We are prone to feel that the individual man is too insignificant a being to be the object of God's care and forethought. But we should not forget that it is the

individual who conforms, and that the higher and nobler race is to be attained through the elevation of individuals, one after another. God deals with races and nations as such. But his laws and promises are made almost entirely for the individuals of which these larger units are concerned.

But there is another standpoint from which we may gain a helpful view of the matter. I may be the meanest citizen of my native state, and my father may leave me heir of only a few acres of rocky land. But, if my title is good, every power in the state is pledged to put me in possession of my inheritance. They who would rob me may be strong; but the state will call and out every able-bodied man, pour out every dollar in its treasury before it will allow me to be defrauded of my legal rights. And it must do this for me, its meanest citizen, else there is no government, but anarchy, and oppression, and the rule of the strongest. And we all recognize that this is but right and necessary, and would be ashamed of our state and government were it not literally true.

If I travel in distant lands, my passport is the sign that all the power of these United States is pledged to protect me from injustice. Think of the sensitiveness of governments to any wrong done to their private citizens. England went to war with Abyssinia to protect and deliver two Englishmen. And shall God do less? Can he do less? If it is only just and right and necessary for earthly governments to thus care for their citizens, shall not the ruler and "judge of all the earth do right?"

Now you and I are commanded to be heirs of God, to attain to likeness to him. This is therefore our

legal right, guaranteed by him, for every command of God is really a promise. And he will exhaust every power in the universe before he allows anything to prevent us from gaining our legal rights, provided only that we are earnest in claiming them.

But if I alienate my rights to my inheritance, the commonwealth cannot help me. If I renounce my citizenship, the government of the United States can no longer protect me. And so I can alienate my "right to the tree of life," and to entrance into the city, and I can forfeit my heirship to all that God would give me. "For I am persuaded that neither death, nor life, nor angels, nor principalities, nor things present, nor things to come, nor powers, nor height, nor depth, nor any other creation, shall be able to separate us from the love of God, which is in Christ Jesus our Lord." But I can alienate and make void every promise and title, if I will or if I do not care. This is the unique glory and awfulness of the human will. And we know that to them that love God all things work together for good. "If God is for us who is against us?" It must be so if God's laws are his modes of aiding men to conform to environment.

And what of the church? Is it anything else or other than a means of aiding man to conform to environment? If it fails of this, can it be any longer the church of God? The church is a means, not an end. And it is a means of godlikeness in man.
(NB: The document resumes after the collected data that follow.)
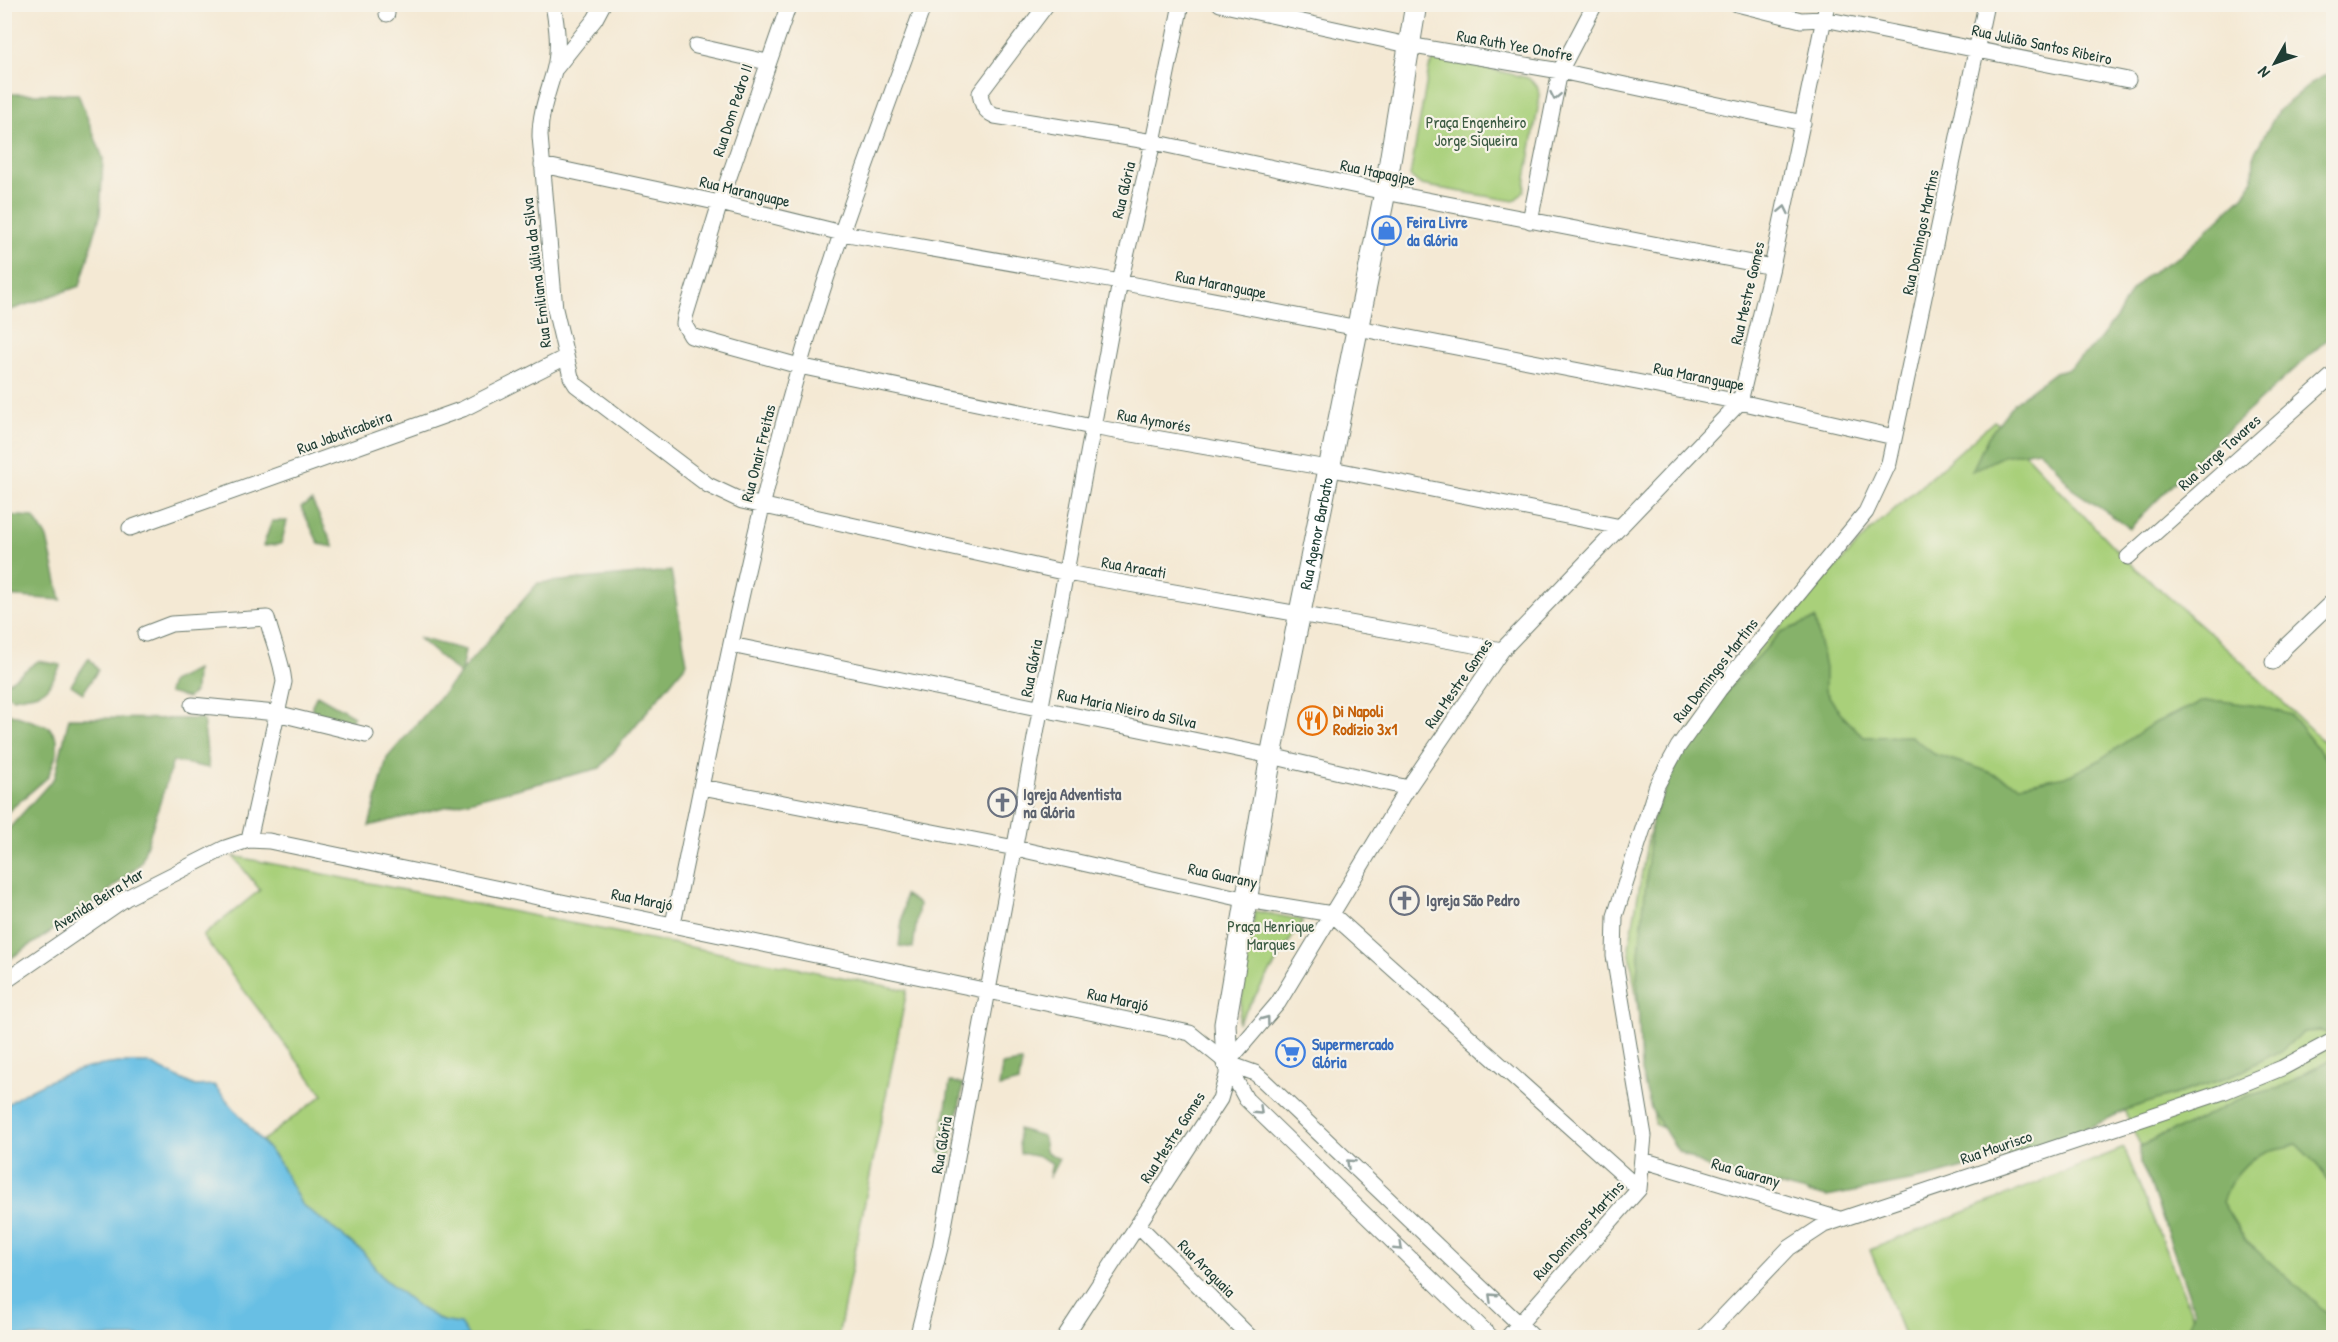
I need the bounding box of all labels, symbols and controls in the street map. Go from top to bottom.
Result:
street label: Rua Julião Santos Ribeiro [1970,18,2115,70]
street label: Rua Ruth Yee Onofre [1455,24,1575,66]
north arrow [2245,33,2305,93]
street label: Rua Dom Pedro II [707,61,757,159]
text: N [2252,62,2275,83]
one-way arrow [1549,91,1562,101]
park label: Praça Engenheiro Jorge Siqueira [1426,111,1527,151]
street label: Rua Itapagipe [1338,153,1418,191]
street label: Rua Glória [1106,159,1140,221]
street label: Rua Domingos Martins [1896,168,1944,296]
street label: Rua Maranguape [698,170,793,212]
street label: Rua Emiliana Júlia da Silva [516,197,556,349]
one-way arrow [1777,205,1790,215]
place label: Feira Livre da Glória [1406,211,1468,251]
shop icon: Feira Livre da Glória [1370,215,1402,247]
street label: Rua Mestre Gomes [1724,239,1770,347]
street label: Rua Maranguape [1174,264,1269,304]
street label: Rua Maranguape [1652,356,1747,396]
street label: Rua Onair Freitas [735,402,781,504]
street label: Rua Aymorés [1116,403,1192,437]
street label: Rua Jabuticabeira [294,405,394,459]
street label: Rua Jorge Tavares [2173,409,2265,495]
street label: Rua Agenor Barbato [1294,475,1338,591]
street label: Rua Aracati [1100,550,1168,584]
street label: Rua Domingos Martins [1667,613,1763,727]
street label: Rua Mestre Gomes [1419,634,1497,732]
street label: Rua Glória [1015,637,1047,699]
street label: Rua Maria Nieiro da Silva [1056,683,1198,733]
place label: Di Napoli Rodízio 3x1 [1333,700,1397,740]
restaurant icon: Di Napoli Rodízio 3x1 [1296,704,1328,736]
place label: Igreja Adventista na Glória [1023,783,1122,823]
church icon: Igreja Adventista na Glória [986,787,1018,819]
street label: Rua Guarany [1186,857,1260,893]
street label: Avenida Beira Mar [48,862,148,936]
street label: Rua Marajó [609,882,675,916]
church icon: Igreja São Pedro [1389,884,1421,916]
place label: Igreja São Pedro [1426,889,1520,912]
park label: Praça Henrique Marques [1227,915,1315,955]
street label: Rua Marajó [1085,982,1151,1016]
one-way arrow [1259,1015,1270,1026]
place label: Supermercado Glória [1312,1033,1394,1073]
supermarket icon: Supermercado Glória [1275,1037,1307,1069]
street label: Rua Mestre Gomes [1134,1087,1210,1187]
one-way arrow [1251,1104,1262,1115]
street label: Rua Glória [925,1115,957,1175]
street label: Rua Mourisco [1957,1124,2035,1170]
street label: Rua Guarany [1709,1152,1783,1192]
one-way arrow [1346,1159,1357,1170]
street label: Rua Domingos Martins [1527,1175,1629,1285]
street label: Rua Araguaia [1173,1234,1241,1302]
one-way arrow [1392,1240,1402,1251]
one-way arrow [1488,1293,1498,1304]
Some would make it a social club. The bond of union between its members is their common grade of wealth, social position, or intellectual attainments. And this idea of the church has deeper root in the

minds of us all than we think. I can imagine a far better club than one formed and framed on this principle, but it is difficult for me to imagine a worse counterfeit of a church. Others make it a source of intellectual delectation, and the means of hearing one or two striking sermons each week. Such a church will conduce to the intelligence of its members, and may be rather more, though probably less, useful than the old New England Lyceum lecture system. Such a church is of about as much practical value to the world at large as some consultations of physicians are to their patients. The doctors have a most interesting discussion, but the patient dies, and the nature of the disease is discovered at the autopsy. Others still would make of the church a great railroad system, over which sleeping-cars run from the City of Destruction, with a coupon good to admit one to the Golden City at the other end. The coaches are luxurious and the road-bed smooth. The Slough of Despond has been filled, the Valley of Humiliation bridged at its narrowest point, and the Delectable Mountains tunnelled. But scoffers say that most of the passengers make full use of the unlimited stop-over privileges allowed at Vanity Fair.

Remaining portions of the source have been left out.